— Data for processing —
------------------------------------------------

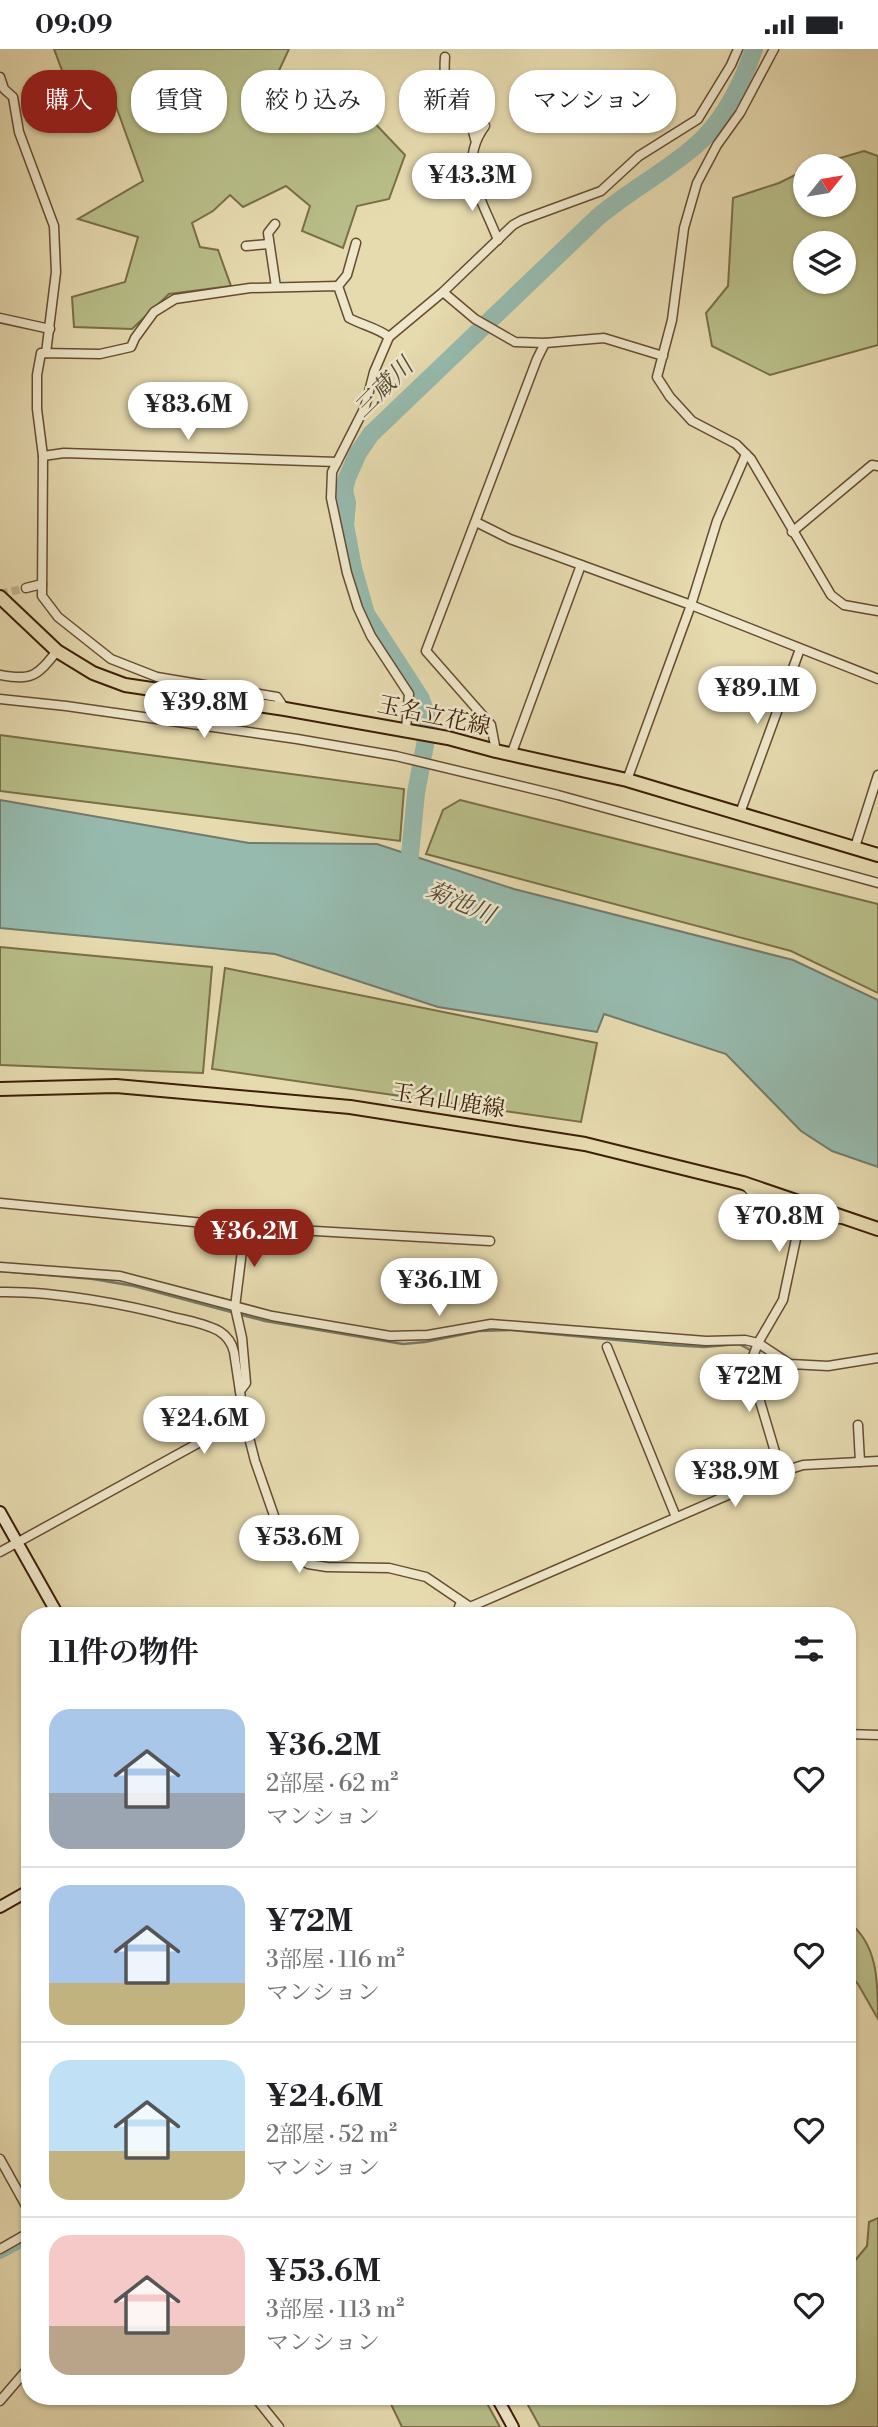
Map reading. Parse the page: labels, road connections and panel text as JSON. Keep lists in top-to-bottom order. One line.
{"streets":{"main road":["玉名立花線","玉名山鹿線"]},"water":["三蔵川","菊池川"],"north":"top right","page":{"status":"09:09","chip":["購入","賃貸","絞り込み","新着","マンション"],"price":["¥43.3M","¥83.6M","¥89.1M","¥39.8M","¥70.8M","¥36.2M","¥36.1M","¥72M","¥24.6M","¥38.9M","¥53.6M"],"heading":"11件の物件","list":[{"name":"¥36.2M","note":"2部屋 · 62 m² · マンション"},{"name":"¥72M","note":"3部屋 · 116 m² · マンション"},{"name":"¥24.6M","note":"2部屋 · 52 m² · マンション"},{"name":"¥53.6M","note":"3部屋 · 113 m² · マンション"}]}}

------------------------------------------------

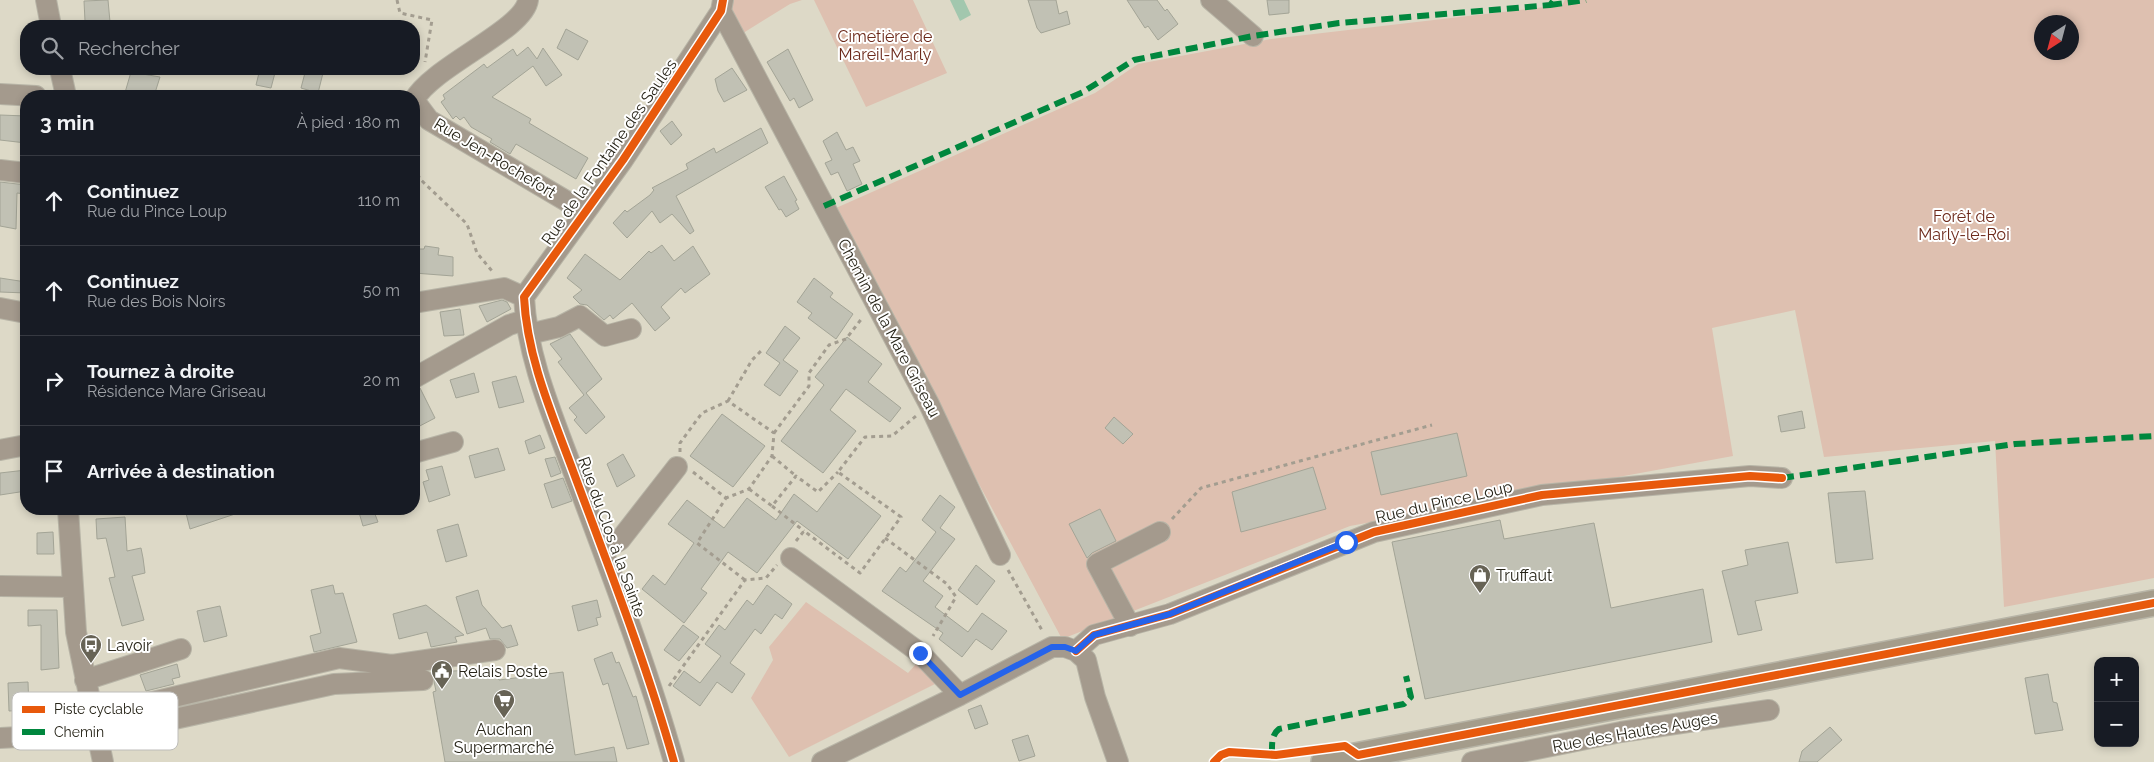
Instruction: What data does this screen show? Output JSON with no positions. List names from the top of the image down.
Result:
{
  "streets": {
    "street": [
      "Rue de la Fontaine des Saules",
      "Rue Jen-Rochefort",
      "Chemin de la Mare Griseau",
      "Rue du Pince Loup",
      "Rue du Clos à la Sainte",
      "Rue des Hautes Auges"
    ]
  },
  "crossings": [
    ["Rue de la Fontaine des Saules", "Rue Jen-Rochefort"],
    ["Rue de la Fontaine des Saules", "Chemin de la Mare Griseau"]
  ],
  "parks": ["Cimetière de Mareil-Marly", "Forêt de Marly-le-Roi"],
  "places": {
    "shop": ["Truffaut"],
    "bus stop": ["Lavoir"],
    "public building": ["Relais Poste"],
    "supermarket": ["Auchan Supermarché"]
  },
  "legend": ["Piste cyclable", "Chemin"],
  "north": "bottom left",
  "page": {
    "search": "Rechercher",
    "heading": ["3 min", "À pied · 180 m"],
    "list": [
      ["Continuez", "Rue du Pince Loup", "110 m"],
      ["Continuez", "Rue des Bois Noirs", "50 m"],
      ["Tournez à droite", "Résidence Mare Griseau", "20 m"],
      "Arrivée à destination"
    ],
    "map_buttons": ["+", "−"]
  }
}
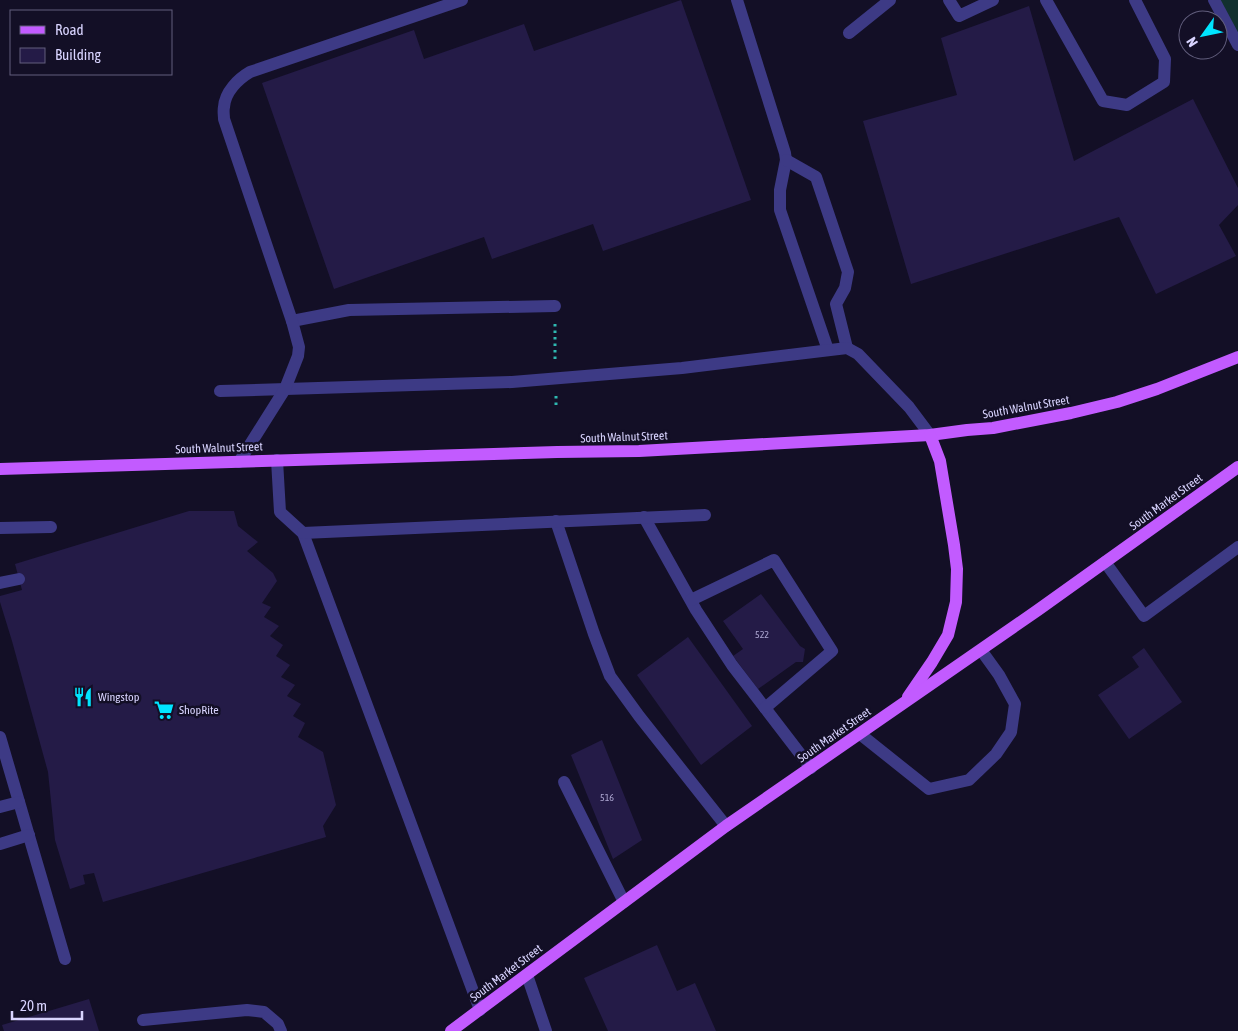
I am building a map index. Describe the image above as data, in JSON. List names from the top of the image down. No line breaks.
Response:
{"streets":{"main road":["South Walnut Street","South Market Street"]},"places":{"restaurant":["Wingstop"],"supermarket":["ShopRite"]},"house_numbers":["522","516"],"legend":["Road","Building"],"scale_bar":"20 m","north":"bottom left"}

------------------------------------------------

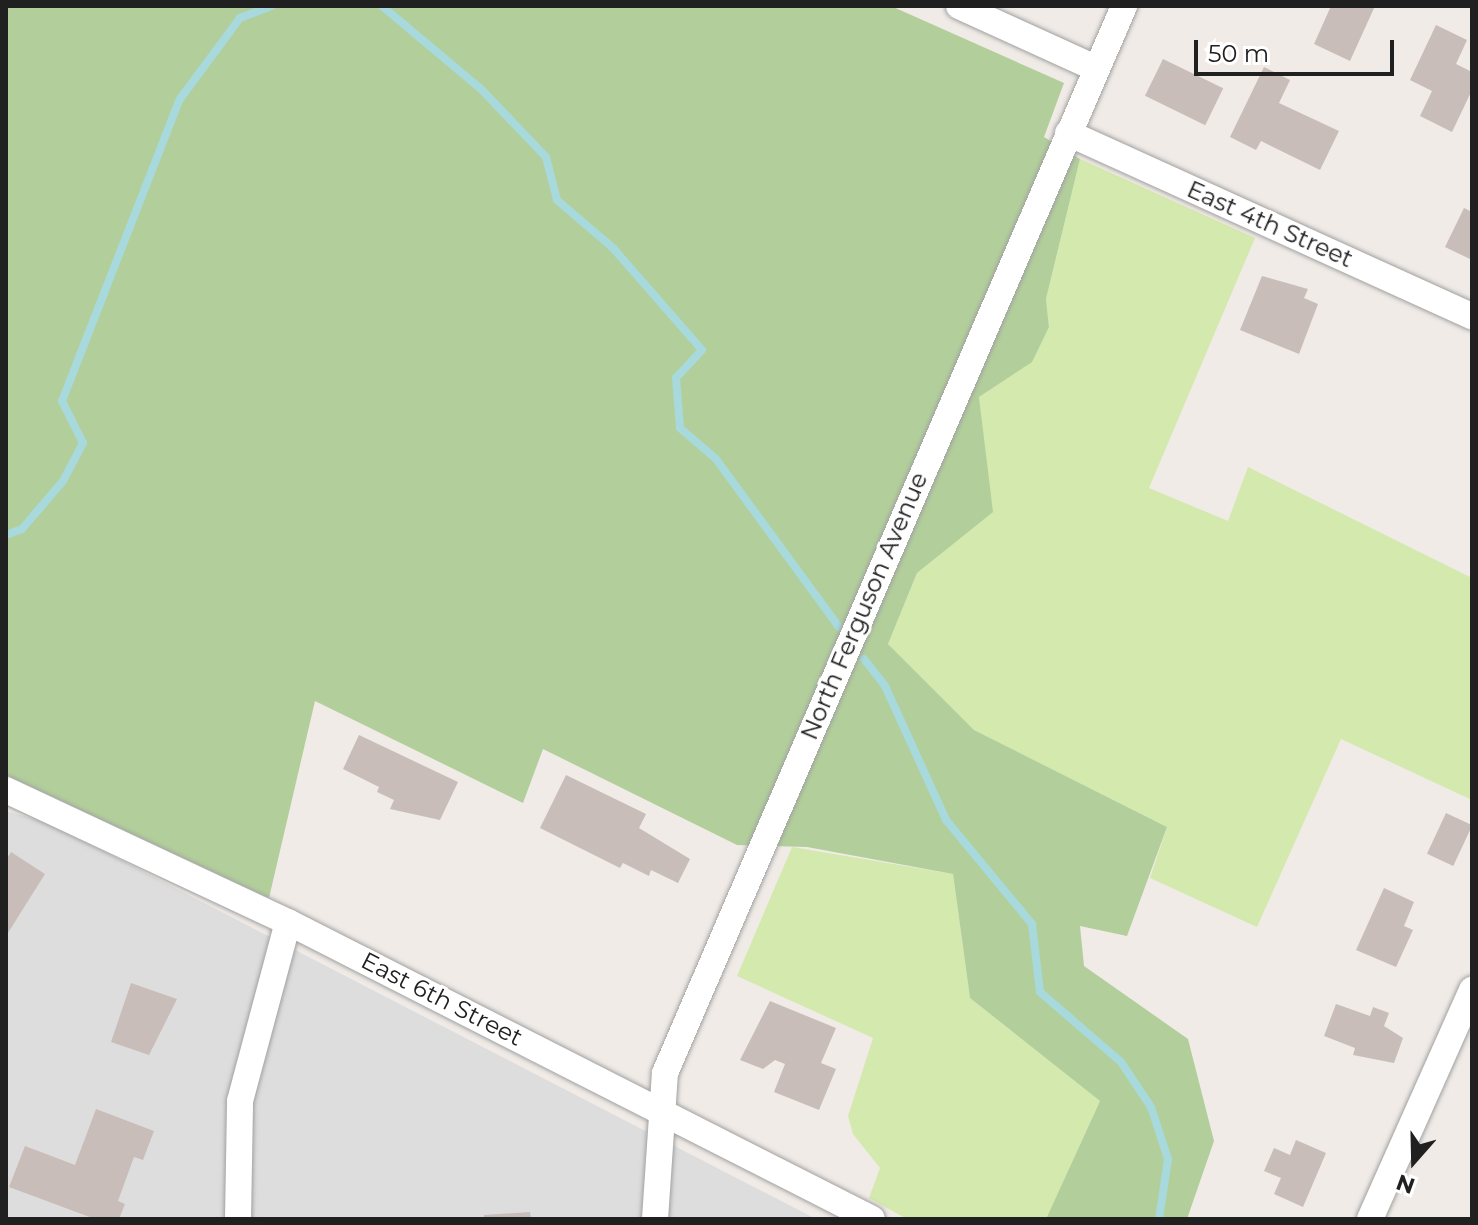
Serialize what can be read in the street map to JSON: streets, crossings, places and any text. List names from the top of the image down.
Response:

------------------------------------------------

— What you need to do —
Each line of the data that holds "down" should be copied.

— Answer space —
Instruction: What data does this screen show? Output JSON with no positions. List names from the top of the image down.
I am building a map index. Describe the image above as data, in JSON. List names from the top of the image down. No line breaks.
Serialize what can be read in the street map to JSON: streets, crossings, places and any text. List names from the top of the image down.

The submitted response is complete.